Return all the lines below exactly as written. Drop every picture.

Given material:
====================

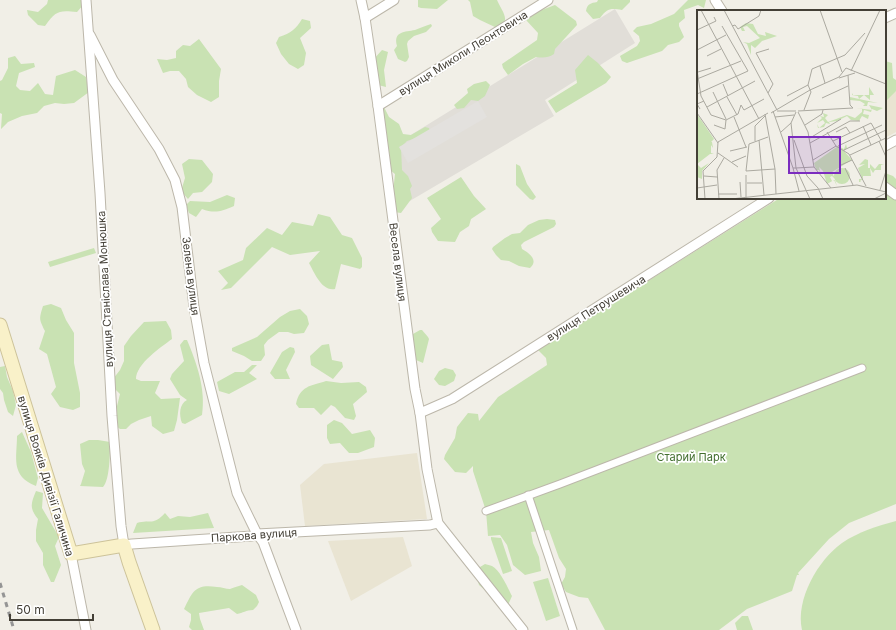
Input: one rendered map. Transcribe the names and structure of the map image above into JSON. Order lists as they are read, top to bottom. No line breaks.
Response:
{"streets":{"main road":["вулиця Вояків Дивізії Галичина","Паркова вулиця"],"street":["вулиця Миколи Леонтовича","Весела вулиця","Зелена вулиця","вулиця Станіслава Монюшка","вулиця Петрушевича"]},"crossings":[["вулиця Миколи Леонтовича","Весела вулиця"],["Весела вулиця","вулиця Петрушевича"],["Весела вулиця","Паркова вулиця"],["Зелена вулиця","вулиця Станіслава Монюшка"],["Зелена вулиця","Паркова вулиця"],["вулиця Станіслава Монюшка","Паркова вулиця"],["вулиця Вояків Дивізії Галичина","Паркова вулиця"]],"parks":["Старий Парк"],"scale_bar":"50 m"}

====================

Task answer:
Input: one rendered map. Transcribe the names and structure of the map image above into JSON. Order lists as they are read, top to bottom. No line breaks.
Response:
{"streets":{"main road":["вулиця Вояків Дивізії Галичина","Паркова вулиця"],"street":["вулиця Миколи Леонтовича","Весела вулиця","Зелена вулиця","вулиця Станіслава Монюшка","вулиця Петрушевича"]},"crossings":[["вулиця Миколи Леонтовича","Весела вулиця"],["Весела вулиця","вулиця Петрушевича"],["Весела вулиця","Паркова вулиця"],["Зелена вулиця","вулиця Станіслава Монюшка"],["Зелена вулиця","Паркова вулиця"],["вулиця Станіслава Монюшка","Паркова вулиця"],["вулиця Вояків Дивізії Галичина","Паркова вулиця"]],"parks":["Старий Парк"],"scale_bar":"50 m"}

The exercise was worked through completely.